WORK INSTRUCTION:
Say how many lines in the records contain the string "turn", giving the number by itself.
⁂
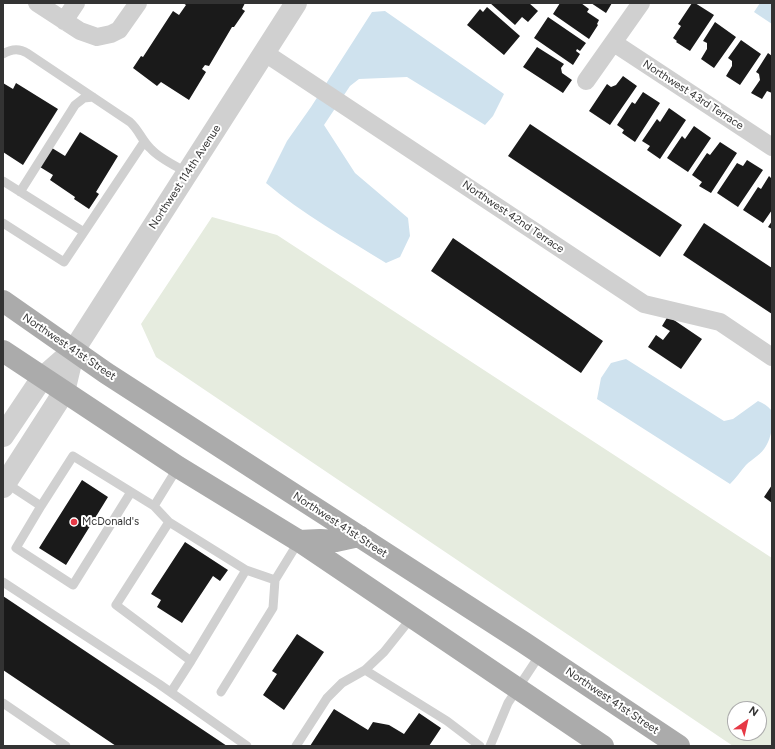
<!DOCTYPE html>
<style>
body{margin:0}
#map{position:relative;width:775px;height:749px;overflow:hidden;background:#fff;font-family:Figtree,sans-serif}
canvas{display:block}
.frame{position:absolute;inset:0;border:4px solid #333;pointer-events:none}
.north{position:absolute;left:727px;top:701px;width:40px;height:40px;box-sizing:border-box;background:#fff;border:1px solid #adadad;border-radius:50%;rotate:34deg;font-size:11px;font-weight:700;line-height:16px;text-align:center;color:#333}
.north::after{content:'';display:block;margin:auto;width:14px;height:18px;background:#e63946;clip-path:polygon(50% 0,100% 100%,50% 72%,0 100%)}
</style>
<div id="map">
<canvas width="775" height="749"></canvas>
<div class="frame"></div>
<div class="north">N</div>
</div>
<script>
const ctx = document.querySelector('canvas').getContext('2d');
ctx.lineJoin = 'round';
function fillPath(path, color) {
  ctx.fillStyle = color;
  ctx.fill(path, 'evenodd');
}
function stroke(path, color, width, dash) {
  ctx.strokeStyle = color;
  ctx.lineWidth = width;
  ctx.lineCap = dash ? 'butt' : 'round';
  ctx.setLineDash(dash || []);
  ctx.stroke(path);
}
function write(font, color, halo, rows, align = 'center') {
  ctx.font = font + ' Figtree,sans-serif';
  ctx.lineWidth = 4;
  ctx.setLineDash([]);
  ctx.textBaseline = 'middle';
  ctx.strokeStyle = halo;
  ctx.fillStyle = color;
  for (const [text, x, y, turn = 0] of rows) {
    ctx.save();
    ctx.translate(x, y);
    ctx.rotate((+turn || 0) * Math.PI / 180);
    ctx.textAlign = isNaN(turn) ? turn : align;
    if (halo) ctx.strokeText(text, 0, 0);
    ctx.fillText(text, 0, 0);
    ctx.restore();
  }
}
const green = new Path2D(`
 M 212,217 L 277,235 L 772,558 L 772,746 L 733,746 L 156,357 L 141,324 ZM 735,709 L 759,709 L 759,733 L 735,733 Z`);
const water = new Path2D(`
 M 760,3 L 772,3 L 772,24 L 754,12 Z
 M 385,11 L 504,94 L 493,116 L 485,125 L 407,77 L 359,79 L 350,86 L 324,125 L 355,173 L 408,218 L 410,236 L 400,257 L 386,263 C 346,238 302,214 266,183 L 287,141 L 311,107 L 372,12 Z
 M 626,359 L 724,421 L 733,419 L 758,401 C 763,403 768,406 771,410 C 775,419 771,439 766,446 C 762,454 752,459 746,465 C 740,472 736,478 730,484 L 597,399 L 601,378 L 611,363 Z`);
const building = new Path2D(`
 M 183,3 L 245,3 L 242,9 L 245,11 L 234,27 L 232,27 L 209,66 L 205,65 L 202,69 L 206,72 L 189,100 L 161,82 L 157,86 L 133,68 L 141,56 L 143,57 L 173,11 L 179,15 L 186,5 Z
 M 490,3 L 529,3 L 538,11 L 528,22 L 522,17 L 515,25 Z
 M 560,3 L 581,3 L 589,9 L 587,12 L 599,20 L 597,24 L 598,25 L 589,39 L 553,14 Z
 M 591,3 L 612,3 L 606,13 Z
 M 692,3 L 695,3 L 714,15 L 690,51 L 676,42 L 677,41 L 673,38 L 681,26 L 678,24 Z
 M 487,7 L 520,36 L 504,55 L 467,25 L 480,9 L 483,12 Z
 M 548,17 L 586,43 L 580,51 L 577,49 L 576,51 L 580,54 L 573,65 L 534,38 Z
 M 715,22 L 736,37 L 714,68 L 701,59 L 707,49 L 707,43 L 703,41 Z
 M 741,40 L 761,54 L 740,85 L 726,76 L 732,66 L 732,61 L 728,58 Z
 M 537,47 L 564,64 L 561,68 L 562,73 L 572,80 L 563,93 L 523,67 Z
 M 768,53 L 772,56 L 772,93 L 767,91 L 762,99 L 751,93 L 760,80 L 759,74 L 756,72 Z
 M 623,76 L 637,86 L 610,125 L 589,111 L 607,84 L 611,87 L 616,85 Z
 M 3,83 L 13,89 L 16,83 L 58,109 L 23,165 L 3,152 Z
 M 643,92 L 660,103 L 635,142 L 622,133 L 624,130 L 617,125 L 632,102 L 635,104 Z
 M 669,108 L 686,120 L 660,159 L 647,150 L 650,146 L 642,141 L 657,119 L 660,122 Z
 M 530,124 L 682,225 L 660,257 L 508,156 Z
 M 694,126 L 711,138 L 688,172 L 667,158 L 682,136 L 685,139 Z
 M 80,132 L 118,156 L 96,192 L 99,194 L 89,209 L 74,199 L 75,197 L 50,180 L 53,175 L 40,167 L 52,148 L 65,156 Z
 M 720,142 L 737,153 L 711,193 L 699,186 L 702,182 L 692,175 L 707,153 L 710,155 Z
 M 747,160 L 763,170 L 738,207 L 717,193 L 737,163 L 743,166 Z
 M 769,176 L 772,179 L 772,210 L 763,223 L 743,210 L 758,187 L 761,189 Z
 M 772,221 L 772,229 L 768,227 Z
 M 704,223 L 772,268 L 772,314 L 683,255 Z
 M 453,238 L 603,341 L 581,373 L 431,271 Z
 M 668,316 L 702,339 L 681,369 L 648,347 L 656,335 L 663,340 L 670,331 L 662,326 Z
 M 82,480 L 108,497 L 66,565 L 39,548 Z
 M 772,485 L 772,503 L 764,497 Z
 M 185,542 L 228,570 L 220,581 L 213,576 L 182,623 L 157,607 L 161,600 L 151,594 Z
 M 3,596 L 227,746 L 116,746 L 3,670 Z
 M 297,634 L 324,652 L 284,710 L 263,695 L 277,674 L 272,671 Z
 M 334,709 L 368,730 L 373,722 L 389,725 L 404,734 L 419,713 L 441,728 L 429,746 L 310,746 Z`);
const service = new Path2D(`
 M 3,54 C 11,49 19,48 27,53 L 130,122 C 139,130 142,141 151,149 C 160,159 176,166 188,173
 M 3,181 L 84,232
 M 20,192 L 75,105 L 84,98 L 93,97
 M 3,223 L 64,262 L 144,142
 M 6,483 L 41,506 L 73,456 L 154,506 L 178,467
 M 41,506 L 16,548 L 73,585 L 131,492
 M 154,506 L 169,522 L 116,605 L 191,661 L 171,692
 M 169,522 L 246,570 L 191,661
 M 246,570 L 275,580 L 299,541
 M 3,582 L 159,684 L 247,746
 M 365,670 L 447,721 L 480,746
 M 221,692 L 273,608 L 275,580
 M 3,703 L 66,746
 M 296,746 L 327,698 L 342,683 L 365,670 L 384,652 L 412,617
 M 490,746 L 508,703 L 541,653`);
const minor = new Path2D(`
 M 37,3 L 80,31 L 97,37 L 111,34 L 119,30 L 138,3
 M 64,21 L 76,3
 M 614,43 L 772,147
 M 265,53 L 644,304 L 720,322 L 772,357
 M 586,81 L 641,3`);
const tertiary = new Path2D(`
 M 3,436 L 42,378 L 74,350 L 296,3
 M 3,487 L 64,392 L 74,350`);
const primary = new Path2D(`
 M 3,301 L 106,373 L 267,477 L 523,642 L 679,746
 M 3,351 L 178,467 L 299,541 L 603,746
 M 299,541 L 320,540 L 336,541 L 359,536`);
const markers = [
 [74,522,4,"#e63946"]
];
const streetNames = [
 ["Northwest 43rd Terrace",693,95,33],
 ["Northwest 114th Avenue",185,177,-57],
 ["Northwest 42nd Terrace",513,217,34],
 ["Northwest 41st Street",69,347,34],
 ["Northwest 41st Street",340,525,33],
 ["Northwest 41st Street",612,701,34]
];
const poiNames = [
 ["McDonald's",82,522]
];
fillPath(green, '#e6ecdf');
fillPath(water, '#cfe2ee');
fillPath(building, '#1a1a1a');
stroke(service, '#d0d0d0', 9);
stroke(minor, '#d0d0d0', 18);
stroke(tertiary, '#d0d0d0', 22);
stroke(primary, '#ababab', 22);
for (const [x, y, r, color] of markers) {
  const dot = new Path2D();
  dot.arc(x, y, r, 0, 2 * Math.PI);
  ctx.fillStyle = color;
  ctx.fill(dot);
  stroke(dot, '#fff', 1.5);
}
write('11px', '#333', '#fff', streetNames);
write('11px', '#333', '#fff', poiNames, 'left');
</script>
⁂
EXERCISE OUTPUT:
3